== Data extract
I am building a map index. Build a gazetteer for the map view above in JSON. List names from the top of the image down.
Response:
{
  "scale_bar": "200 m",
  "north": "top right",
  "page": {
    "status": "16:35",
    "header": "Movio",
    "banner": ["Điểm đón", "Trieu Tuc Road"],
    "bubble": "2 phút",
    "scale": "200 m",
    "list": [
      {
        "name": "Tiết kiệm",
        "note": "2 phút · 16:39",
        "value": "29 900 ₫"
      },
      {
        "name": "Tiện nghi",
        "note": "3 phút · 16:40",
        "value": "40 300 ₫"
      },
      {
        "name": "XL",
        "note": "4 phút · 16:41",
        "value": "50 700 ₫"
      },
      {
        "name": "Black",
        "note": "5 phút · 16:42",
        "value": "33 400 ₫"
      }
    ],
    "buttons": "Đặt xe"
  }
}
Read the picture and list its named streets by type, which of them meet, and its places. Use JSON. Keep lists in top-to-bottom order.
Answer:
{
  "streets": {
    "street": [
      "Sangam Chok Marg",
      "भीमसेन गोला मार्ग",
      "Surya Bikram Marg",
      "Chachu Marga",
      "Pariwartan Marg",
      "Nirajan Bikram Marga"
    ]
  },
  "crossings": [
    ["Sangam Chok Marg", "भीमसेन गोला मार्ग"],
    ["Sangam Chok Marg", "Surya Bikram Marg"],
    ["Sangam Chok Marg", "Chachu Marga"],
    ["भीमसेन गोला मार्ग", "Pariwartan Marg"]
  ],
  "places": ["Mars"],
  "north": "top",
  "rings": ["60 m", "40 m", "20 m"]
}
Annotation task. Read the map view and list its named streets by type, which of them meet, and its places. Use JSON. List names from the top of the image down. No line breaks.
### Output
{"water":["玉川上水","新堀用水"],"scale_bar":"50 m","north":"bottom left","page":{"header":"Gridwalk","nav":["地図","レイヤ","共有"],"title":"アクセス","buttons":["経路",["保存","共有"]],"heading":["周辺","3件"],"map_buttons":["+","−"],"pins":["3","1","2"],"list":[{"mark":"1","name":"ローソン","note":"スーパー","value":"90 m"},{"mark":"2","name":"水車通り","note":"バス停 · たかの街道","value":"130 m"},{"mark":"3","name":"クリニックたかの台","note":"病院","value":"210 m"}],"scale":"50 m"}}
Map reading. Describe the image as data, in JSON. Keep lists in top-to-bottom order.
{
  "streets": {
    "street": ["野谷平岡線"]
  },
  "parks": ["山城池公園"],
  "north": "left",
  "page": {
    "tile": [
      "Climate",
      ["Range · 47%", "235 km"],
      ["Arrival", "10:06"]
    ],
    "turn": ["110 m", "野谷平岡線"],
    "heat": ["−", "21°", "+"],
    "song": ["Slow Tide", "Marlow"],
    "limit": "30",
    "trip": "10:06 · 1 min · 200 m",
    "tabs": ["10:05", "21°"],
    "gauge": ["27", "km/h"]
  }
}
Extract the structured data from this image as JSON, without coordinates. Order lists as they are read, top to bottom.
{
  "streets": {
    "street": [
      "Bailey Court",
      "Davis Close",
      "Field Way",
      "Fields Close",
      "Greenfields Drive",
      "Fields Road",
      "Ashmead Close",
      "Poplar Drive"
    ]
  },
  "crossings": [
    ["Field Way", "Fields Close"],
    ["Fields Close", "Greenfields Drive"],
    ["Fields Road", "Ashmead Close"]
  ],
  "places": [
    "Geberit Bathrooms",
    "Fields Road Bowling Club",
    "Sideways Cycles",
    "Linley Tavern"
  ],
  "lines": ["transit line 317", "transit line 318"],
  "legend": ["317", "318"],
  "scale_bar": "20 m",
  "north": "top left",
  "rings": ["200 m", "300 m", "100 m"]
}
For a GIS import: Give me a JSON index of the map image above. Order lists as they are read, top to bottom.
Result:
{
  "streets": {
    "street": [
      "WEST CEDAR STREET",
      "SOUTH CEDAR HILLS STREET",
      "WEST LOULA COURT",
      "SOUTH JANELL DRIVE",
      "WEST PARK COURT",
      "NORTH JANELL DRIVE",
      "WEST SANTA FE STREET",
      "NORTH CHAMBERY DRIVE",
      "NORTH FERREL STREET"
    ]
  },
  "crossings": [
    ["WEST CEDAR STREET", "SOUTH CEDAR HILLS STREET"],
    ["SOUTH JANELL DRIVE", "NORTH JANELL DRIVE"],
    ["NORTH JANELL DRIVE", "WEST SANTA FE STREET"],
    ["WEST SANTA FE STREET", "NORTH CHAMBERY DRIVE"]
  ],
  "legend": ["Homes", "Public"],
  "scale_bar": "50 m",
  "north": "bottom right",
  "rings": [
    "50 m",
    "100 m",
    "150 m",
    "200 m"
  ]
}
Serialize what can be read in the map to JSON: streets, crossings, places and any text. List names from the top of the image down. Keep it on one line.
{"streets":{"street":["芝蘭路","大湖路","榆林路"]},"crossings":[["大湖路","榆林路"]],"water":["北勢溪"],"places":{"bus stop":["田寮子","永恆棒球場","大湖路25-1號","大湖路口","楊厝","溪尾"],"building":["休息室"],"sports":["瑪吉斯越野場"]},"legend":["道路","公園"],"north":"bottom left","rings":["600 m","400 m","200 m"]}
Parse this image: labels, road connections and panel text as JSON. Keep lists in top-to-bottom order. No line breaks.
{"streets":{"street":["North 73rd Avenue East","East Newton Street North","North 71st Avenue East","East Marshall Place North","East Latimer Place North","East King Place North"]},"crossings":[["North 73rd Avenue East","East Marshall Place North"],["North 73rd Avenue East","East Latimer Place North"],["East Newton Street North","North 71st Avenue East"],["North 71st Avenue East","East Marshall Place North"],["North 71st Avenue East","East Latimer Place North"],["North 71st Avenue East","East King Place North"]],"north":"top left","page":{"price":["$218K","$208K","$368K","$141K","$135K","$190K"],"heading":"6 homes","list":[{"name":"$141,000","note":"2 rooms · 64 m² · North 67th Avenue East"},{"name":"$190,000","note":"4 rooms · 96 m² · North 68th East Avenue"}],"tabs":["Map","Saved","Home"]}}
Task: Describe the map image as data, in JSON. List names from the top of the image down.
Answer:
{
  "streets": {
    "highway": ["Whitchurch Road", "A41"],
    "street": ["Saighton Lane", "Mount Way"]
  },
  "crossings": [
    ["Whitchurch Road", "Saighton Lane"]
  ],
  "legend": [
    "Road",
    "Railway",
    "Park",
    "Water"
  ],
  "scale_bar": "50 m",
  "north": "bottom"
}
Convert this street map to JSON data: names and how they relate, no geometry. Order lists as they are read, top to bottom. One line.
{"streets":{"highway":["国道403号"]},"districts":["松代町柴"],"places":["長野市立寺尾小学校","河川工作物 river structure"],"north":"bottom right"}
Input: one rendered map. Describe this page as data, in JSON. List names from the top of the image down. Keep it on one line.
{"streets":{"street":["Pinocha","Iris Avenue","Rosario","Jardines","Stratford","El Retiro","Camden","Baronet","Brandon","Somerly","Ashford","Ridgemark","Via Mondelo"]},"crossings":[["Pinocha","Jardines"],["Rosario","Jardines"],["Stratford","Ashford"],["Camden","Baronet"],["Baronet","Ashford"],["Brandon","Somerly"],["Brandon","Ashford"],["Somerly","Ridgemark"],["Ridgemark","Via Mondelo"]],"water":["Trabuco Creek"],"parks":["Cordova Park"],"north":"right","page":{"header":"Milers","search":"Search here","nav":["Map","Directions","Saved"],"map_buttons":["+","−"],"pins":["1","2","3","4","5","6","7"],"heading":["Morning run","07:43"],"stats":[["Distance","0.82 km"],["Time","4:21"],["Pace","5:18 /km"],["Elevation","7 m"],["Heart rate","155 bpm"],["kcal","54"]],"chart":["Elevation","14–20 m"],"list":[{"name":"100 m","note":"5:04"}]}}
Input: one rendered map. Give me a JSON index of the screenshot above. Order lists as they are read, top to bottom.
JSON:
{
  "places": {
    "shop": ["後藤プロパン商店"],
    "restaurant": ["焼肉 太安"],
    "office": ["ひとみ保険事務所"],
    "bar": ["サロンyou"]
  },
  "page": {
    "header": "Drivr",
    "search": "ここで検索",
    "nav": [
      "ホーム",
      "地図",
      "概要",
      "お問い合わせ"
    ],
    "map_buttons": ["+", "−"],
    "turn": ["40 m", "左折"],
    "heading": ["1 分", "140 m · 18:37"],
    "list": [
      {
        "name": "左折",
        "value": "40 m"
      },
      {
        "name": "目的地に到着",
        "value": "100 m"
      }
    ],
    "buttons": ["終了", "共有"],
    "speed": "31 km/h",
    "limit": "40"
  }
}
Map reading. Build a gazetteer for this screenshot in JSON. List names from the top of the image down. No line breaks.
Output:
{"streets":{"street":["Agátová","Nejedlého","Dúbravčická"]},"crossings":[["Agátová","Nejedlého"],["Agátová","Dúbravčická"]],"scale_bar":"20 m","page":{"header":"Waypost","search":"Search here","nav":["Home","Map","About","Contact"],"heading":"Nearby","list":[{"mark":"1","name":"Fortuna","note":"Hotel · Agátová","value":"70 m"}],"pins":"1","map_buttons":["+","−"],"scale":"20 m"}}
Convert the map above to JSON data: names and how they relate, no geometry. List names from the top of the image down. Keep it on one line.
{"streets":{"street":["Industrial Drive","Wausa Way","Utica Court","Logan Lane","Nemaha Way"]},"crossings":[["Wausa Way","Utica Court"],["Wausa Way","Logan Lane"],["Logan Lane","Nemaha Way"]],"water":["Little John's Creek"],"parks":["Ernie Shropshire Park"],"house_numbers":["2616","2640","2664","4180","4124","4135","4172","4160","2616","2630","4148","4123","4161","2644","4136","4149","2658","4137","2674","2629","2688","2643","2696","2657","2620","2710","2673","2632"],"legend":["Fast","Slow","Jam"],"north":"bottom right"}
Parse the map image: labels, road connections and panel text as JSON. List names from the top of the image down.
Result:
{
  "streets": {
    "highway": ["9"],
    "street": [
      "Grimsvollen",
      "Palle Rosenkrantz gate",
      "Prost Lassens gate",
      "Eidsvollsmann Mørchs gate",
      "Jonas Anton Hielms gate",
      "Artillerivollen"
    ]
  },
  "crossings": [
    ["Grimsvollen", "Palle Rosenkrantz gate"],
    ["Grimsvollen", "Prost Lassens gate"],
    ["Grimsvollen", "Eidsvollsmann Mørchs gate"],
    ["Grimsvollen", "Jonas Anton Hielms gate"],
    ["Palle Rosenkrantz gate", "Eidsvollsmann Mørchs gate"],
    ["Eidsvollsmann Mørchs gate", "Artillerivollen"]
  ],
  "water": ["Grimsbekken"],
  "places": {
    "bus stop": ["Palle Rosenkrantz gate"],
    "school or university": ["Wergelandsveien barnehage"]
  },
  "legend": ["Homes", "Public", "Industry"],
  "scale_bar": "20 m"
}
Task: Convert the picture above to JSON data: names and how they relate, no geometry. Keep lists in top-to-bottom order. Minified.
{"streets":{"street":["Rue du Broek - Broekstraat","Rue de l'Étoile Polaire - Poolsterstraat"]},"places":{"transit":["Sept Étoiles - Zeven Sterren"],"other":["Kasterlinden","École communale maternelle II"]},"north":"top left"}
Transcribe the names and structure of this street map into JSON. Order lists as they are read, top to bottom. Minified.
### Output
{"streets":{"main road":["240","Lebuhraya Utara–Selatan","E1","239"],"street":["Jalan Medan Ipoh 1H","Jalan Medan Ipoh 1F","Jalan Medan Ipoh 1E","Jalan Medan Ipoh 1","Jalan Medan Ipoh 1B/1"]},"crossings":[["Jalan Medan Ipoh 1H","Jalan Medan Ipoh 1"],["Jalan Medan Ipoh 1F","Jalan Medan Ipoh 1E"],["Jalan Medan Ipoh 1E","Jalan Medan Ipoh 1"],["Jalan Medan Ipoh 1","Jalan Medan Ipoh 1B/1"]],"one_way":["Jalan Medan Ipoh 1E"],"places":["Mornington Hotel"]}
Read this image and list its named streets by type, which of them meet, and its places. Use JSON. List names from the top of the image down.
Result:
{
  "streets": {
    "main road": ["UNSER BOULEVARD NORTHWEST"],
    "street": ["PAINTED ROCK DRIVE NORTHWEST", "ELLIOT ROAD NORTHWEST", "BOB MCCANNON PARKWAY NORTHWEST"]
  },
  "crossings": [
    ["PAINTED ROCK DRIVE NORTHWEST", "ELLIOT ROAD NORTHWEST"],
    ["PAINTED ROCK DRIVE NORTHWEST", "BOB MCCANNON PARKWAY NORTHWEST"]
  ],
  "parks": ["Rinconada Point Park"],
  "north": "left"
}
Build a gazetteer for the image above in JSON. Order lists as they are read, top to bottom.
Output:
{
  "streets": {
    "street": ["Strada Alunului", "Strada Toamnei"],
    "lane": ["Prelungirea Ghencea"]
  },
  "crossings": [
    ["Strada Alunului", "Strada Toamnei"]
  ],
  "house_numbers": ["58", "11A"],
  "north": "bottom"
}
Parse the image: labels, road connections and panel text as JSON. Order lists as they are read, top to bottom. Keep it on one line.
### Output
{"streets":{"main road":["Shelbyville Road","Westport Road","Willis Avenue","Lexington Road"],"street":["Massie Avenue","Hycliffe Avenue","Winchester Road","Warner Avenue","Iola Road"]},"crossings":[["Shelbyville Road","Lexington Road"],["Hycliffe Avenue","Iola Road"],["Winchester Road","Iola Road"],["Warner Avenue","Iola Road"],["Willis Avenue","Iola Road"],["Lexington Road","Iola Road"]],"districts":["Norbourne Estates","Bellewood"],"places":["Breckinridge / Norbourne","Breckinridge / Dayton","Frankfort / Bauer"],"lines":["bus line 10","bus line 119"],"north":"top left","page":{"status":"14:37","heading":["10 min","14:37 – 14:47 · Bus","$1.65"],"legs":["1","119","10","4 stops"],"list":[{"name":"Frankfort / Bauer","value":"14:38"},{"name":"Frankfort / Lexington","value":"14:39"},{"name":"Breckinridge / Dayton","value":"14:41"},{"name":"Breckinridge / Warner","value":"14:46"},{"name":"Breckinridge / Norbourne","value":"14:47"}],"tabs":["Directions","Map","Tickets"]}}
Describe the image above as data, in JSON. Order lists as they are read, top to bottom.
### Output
====
_Task statement_
Bring together each line above where the string "gazetteer" turns up.

_Answer to this exercise_
I am building a map index. Build a gazetteer for the map view above in JSON. List names from the top of the image down.
Map reading. Build a gazetteer for this screenshot in JSON. List names from the top of the image down. No line breaks.
Build a gazetteer for the image above in JSON. Order lists as they are read, top to bottom.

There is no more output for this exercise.